Auf die hiergegen von der Revisionsklägerin erhobene Beschwerde hob der BFH den Beschluß des FG vom 27. Dezember 1966 mit Beschluß VI B 9/67 vom 21. Dezember 1967 (BFH 91, 65, BStBl II 1968, 206) auf. Zur Begründung führte er aus, das FG habe zwar die Frage, ob die außergerichtlichen Kosten der Zugezogenen (Beigeladenen) erstattungsfähig seien, mit Recht nach § 139 Abs. 4 FGO beurteilt; die Entscheidung über die außergerichtlichen Kosten der Beigeladenen gehöre jedoch nicht in das Kostenfestsetzungsverfahren; sie sei vielmehr Teil der gerichtlichen Kostenentscheidung nach den §§ 143, 144 FGO.

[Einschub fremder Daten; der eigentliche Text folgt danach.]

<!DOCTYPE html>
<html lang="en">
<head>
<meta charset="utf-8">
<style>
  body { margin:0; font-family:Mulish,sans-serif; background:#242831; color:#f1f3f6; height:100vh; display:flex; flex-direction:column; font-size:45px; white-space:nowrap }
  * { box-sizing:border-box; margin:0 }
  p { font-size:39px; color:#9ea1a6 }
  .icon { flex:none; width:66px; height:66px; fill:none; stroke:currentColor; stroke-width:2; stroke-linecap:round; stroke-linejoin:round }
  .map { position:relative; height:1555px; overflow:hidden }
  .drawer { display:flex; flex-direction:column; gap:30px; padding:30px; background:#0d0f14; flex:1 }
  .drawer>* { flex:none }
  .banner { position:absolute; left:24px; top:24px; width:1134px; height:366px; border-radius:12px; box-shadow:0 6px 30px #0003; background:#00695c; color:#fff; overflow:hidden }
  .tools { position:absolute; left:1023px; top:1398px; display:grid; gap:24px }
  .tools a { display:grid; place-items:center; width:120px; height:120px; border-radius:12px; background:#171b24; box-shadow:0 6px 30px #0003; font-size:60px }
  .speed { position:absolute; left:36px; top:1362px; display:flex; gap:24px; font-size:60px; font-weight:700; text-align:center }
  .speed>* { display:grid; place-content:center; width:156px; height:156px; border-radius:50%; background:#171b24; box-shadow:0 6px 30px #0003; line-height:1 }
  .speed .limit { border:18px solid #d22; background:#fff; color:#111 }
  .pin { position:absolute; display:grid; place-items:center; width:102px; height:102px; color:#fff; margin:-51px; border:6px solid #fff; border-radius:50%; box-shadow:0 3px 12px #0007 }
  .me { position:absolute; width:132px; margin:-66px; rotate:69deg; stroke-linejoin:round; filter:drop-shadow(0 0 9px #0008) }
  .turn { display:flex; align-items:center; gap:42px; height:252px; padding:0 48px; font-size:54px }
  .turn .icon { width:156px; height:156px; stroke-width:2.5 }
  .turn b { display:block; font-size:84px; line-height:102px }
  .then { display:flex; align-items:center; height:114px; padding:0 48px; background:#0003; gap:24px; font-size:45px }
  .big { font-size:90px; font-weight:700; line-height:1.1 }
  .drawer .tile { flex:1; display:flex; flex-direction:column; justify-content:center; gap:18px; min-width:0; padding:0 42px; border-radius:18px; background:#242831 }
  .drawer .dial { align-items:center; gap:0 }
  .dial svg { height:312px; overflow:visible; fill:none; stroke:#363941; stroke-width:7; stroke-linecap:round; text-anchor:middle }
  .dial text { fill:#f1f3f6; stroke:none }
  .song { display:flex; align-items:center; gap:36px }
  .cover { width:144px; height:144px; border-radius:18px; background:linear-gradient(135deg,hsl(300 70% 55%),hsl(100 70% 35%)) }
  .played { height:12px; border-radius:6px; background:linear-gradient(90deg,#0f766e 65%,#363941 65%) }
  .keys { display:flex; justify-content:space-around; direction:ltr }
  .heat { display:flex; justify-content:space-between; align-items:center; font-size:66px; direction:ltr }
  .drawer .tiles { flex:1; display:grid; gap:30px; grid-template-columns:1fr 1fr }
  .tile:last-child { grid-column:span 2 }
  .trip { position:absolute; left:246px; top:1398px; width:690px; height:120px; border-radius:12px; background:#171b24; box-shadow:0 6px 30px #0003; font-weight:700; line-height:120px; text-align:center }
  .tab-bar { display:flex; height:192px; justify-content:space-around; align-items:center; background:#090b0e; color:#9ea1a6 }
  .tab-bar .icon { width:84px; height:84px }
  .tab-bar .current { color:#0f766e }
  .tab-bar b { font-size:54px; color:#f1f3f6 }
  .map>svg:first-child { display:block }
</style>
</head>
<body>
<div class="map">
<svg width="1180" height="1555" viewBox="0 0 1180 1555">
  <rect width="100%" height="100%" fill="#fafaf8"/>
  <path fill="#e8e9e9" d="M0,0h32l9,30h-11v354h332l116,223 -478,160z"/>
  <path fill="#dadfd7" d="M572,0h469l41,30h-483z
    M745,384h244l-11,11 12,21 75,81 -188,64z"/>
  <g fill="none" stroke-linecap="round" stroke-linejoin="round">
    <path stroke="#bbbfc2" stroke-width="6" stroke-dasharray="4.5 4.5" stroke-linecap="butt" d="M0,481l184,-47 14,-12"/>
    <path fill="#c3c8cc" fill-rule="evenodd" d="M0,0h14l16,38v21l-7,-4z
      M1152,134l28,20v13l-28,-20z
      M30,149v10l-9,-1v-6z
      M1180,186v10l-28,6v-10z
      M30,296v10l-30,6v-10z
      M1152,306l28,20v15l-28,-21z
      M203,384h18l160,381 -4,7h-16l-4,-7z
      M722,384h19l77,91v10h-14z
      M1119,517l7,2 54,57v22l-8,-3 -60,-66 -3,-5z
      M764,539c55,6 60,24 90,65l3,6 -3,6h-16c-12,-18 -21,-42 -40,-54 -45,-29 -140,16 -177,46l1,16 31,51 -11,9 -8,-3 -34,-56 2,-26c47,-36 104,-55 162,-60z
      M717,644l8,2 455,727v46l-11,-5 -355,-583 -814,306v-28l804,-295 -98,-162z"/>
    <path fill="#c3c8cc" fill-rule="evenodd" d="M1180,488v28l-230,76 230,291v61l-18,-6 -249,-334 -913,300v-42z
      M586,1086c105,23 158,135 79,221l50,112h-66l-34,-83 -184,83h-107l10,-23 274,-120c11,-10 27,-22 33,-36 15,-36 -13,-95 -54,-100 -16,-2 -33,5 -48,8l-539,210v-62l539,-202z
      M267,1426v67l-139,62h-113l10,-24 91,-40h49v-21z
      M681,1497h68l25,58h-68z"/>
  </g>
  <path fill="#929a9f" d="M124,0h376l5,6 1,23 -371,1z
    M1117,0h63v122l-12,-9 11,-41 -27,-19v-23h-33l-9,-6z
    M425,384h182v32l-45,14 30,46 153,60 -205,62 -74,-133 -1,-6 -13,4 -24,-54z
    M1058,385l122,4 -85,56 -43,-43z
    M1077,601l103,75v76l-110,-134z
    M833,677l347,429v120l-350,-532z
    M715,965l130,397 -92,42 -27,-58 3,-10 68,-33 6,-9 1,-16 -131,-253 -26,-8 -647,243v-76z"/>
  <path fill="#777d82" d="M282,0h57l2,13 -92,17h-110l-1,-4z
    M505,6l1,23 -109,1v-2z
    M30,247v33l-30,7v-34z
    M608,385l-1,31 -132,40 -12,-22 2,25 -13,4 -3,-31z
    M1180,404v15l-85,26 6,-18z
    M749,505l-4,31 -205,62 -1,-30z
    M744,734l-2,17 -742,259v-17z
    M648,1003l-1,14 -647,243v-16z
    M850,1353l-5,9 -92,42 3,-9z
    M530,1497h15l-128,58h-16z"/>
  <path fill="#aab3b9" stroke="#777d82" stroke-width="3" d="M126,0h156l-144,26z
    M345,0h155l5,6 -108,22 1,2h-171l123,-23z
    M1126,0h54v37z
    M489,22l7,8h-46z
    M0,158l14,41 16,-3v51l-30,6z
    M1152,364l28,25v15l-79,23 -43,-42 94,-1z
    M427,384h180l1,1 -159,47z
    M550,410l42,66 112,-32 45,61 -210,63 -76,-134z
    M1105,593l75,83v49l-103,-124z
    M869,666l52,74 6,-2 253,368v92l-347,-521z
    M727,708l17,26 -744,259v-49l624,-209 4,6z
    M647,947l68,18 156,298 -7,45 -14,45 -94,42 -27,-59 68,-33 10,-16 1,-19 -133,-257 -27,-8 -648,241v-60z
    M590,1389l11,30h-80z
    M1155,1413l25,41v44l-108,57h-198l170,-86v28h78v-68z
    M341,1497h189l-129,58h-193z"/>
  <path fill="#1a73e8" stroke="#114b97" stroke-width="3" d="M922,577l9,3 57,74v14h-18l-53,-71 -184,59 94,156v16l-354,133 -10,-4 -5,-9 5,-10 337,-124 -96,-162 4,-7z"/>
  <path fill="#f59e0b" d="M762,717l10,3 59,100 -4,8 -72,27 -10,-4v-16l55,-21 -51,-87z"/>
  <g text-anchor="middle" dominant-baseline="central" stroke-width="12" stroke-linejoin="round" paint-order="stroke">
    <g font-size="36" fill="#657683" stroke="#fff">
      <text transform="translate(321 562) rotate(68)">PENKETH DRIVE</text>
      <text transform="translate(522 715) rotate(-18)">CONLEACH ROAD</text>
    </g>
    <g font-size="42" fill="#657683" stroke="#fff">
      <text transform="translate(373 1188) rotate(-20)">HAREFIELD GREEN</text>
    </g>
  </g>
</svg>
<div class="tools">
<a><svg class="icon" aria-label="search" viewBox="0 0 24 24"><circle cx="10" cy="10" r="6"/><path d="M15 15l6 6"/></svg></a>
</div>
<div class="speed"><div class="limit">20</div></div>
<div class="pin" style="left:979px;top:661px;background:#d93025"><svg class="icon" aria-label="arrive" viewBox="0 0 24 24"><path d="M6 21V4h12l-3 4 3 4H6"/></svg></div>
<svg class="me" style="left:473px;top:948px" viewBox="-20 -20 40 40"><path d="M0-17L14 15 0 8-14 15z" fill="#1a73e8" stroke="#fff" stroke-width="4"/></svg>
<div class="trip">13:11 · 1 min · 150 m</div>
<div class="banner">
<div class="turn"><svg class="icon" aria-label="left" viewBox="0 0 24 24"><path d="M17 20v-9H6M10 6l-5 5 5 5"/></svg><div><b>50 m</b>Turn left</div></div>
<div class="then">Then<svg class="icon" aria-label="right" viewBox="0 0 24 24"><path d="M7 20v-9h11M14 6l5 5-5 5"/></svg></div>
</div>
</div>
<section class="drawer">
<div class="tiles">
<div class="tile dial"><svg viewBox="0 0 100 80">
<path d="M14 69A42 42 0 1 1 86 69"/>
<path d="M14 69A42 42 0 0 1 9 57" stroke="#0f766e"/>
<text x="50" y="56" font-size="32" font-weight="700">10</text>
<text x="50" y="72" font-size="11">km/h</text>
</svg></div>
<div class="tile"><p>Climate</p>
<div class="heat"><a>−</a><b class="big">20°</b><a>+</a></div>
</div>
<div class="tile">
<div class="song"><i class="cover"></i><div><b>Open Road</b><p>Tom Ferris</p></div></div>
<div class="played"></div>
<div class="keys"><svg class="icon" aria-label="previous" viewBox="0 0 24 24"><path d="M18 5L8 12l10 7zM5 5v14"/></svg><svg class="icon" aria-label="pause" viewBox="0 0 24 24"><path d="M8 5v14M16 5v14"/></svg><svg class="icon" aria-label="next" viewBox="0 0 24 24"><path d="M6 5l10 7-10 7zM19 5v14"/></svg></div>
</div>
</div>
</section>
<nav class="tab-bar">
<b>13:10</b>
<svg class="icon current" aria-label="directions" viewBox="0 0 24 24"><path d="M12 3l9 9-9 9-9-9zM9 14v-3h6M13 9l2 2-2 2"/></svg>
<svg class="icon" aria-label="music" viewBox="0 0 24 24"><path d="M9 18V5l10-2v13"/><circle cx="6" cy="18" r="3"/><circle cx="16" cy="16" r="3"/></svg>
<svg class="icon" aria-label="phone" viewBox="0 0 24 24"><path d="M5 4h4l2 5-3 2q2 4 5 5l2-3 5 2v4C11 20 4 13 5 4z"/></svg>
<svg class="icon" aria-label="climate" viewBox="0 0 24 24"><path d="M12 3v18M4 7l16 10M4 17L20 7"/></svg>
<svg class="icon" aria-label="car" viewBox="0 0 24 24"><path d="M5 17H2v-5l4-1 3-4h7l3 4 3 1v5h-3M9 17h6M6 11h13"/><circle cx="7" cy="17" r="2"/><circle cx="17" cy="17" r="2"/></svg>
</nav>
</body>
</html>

Das Begehren der Beigeladenen auf Erstattung ihrer außergerichtlichen Kosten im Verfahren vor dem FG faßte das FG nunmehr als einen - mit einem Antrag auf Wiedereinsetzung in den vorigen Stand verbundenen - Antrag auf Ergänzung des Urteils vom 15. Dezember 1965 auf. Es erließ am 23. November 1970 ein Ergänzungsurteil, mit dem es "die außergerichtlichen Kosten der Beigeladenen im Klage- (Berufungs-)verfahren ... der Klägerin" und die durch den Antrag auf Wiedereinsetzung entstandenen Kosten den Beigeladenen auferlegte. Zur Begründung führte es aus, daß die Kostenentscheidung im Urteil vom 15. Dezember 1965 insofern unvollständig gewesen sei, als es an einer Entscheidung über die Erstattungsfähigkeit der Aufwendungen der Beigeladenen gefehlt habe. Das Urteil sei auf Antrag hin zu ergänzen gewesen.
Gegen das - dem Prozeßvertreter der Revisionsklägerin am 23. Januar 1971 zugestellte - Ergänzungsurteil ließ die Revisionsklägerin mit Schriftsatz vom 22. Februar 1971, der noch am selben Tag beim FG einging, durch ihren Prozeßvertreter "das zulässige Rechtsmittel" einlegen. Sie wisse nicht, welcher Rechtsbehelf gegeben sei. Nach der dem Urteil beigefügten Rechtsbehelfsbelehrung sei die Revision zulässig; andererseits könne aus dem in den Entscheidungsgründen enthaltenen Hinweis auf § 145 FGO geschlossen werden, daß auch die einfache Beschwerde statthaft sei. Zur Sache läßt die Revisionsklägerin in ihrer am 19. März 1971 beim FG eingegangenen Revisionsbegründung geltend machen, die Möglichkeit, eine Urteilsergänzung nach § 109 FGO zu beantragen, sei an eine Ausschlußfrist gebunden. Diese Frist hätten die Beigeladenen versäumt. Es habe auch an einem rechtzeitig gestellten Antrag auf Wiedereinsetzung in den vorigen Stand (§ 56 FGO) gefehlt. Das Ergänzungsurteil hätte deshalb nicht ergehen dürfen.
Die Revisionsklägerin beantragt, das Ergänzungsurteil ersatzlos aufzuheben.
Die Beigeladenen beantragen die Zurückverweisung der Revision.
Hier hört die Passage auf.